— What you have to do —
Repeat only the stretch of lines below that runs from the line with "height:30px; margin:-15px; padding:0" through the line with "translate:-50% -50%; white-space:nowrap;", unaltered.

Dataset entries:
BEGIN

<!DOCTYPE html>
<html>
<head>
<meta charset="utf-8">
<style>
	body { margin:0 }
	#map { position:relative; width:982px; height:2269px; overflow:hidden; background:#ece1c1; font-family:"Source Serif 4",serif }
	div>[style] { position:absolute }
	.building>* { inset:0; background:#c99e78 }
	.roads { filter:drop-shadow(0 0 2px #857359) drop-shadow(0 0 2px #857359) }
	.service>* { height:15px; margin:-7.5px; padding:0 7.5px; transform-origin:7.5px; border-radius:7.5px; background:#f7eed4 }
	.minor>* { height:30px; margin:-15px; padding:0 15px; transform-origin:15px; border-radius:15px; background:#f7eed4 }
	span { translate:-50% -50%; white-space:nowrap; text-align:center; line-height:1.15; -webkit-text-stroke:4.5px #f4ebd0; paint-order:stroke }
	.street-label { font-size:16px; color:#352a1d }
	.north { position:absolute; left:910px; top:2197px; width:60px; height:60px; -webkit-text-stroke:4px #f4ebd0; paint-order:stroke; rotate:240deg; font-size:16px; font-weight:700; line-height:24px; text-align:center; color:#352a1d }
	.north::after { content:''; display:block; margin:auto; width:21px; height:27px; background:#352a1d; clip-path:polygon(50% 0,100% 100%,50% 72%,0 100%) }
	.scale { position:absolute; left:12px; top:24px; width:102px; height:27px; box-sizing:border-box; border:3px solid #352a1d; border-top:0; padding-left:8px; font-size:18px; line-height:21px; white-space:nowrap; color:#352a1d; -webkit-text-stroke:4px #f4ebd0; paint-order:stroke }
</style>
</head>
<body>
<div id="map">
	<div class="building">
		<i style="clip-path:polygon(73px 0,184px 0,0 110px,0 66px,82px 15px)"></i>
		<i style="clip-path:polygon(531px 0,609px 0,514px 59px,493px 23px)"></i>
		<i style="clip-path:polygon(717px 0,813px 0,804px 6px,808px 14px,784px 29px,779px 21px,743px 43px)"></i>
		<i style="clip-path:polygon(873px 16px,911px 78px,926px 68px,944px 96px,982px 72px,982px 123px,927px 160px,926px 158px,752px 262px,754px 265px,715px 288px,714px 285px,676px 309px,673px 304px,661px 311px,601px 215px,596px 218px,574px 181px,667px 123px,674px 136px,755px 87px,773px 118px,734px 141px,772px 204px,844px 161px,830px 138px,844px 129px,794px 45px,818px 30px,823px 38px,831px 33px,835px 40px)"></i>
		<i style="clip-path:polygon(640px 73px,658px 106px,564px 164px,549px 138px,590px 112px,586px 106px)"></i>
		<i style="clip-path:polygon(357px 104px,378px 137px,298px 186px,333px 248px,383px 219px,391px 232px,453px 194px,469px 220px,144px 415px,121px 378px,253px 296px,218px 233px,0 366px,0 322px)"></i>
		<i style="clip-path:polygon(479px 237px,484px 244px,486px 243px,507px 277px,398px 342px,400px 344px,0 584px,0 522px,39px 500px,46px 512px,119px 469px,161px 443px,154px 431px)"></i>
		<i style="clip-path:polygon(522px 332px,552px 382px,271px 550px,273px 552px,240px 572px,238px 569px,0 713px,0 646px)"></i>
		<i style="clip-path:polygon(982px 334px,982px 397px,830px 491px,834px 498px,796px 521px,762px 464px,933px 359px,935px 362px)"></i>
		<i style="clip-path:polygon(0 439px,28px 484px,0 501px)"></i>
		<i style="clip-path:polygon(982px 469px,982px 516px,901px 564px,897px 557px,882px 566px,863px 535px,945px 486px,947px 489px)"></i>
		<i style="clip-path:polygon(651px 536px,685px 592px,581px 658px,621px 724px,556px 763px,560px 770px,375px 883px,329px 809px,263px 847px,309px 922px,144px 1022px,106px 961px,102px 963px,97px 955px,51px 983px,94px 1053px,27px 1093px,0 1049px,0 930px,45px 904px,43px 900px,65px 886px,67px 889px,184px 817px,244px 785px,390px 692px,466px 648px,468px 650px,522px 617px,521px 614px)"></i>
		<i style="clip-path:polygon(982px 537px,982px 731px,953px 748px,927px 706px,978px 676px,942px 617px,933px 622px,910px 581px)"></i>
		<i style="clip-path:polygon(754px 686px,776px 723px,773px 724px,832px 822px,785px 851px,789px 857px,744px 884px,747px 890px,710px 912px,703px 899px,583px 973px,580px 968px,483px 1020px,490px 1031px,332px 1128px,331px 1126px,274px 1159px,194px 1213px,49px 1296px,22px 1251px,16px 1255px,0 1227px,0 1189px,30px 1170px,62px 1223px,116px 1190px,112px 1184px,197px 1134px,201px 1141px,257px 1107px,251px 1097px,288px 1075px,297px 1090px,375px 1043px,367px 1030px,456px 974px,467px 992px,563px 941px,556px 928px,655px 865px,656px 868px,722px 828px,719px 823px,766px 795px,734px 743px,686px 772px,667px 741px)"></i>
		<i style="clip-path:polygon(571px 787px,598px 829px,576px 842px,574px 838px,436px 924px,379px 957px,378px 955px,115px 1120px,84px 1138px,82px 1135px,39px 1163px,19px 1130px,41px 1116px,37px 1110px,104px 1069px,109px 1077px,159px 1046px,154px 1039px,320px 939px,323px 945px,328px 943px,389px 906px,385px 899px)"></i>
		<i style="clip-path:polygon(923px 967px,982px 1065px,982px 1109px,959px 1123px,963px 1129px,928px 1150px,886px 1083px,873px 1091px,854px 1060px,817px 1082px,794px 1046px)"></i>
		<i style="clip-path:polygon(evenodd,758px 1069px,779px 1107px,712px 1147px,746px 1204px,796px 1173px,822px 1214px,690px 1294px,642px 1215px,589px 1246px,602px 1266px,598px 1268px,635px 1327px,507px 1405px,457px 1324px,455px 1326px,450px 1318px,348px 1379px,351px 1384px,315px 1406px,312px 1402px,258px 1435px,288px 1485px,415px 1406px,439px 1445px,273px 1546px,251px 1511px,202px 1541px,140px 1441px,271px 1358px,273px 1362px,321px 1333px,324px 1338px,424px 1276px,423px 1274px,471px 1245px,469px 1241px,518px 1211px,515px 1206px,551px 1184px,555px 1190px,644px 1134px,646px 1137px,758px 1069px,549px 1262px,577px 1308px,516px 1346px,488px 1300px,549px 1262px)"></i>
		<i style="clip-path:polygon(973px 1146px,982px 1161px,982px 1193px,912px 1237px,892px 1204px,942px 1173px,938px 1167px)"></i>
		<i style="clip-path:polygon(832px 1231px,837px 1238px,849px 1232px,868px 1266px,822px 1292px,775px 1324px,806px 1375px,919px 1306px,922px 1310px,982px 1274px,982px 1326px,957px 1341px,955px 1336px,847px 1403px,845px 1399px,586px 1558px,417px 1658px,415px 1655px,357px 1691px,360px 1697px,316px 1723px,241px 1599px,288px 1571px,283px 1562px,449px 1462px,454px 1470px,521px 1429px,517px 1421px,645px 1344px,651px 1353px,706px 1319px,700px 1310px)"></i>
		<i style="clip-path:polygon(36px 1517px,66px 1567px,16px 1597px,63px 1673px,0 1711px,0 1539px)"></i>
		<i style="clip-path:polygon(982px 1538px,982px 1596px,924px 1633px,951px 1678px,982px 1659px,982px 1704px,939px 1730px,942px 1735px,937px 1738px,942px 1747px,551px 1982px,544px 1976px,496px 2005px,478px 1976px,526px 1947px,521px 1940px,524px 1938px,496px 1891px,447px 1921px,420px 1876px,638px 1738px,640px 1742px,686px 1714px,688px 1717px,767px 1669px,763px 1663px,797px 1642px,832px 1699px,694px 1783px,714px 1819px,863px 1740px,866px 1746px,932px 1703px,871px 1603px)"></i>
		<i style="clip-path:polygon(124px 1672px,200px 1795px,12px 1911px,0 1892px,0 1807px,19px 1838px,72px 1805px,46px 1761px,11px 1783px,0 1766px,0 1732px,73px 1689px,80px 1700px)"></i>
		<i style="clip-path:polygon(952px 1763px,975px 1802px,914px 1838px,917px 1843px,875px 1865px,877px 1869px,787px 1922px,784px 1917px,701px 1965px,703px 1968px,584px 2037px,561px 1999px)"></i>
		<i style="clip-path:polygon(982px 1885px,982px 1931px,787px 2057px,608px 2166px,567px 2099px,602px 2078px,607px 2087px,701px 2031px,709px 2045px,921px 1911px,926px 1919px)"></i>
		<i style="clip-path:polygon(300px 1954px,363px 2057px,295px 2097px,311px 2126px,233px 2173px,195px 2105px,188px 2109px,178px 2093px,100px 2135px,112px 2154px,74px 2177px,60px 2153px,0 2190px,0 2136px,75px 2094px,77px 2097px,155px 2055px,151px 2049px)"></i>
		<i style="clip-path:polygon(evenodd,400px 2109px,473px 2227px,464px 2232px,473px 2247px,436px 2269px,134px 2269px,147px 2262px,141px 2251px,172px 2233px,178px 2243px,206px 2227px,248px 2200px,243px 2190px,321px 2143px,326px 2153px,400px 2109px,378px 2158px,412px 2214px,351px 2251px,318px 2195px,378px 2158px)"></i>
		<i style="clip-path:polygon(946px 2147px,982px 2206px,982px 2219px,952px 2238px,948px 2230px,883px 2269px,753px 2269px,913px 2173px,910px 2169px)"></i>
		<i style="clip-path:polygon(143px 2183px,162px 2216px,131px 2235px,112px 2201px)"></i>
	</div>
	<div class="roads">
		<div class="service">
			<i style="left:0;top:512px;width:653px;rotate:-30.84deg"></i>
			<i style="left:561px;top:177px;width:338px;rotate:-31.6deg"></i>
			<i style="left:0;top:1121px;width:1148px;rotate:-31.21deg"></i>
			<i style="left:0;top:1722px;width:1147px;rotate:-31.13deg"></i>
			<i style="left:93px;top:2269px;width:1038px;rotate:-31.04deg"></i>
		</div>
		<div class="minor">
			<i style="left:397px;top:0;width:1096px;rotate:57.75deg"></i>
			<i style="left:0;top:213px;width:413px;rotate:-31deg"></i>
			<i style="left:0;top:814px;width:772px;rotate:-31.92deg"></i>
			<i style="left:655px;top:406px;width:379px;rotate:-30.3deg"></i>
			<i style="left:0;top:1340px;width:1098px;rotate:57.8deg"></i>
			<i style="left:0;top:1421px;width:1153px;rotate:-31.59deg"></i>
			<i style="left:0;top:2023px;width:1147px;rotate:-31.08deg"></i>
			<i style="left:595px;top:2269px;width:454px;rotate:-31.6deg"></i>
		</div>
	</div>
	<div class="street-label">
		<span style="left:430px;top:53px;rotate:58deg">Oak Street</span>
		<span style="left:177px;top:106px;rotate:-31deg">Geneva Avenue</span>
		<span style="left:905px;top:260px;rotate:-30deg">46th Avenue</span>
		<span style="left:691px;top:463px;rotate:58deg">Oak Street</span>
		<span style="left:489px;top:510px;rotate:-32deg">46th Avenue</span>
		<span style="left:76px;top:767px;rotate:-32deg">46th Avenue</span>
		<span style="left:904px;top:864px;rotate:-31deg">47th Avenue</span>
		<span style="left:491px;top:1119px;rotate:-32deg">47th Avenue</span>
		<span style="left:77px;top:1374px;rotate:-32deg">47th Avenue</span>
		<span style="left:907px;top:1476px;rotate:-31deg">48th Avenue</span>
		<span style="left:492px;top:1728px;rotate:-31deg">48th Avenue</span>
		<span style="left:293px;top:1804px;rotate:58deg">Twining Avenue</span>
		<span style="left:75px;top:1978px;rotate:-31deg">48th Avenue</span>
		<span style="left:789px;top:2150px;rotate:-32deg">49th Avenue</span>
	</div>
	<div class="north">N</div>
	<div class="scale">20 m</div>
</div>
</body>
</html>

END

— Your solution —
	.minor>* { height:30px; margin:-15px; padding:0 15px; transform-origin:15px; border-radius:15px; background:#f7eed4 }
	span { translate:-50% -50%; white-space:nowrap; text-align:center; line-height:1.15; -webkit-text-stroke:4.5px #f4ebd0; paint-order:stroke }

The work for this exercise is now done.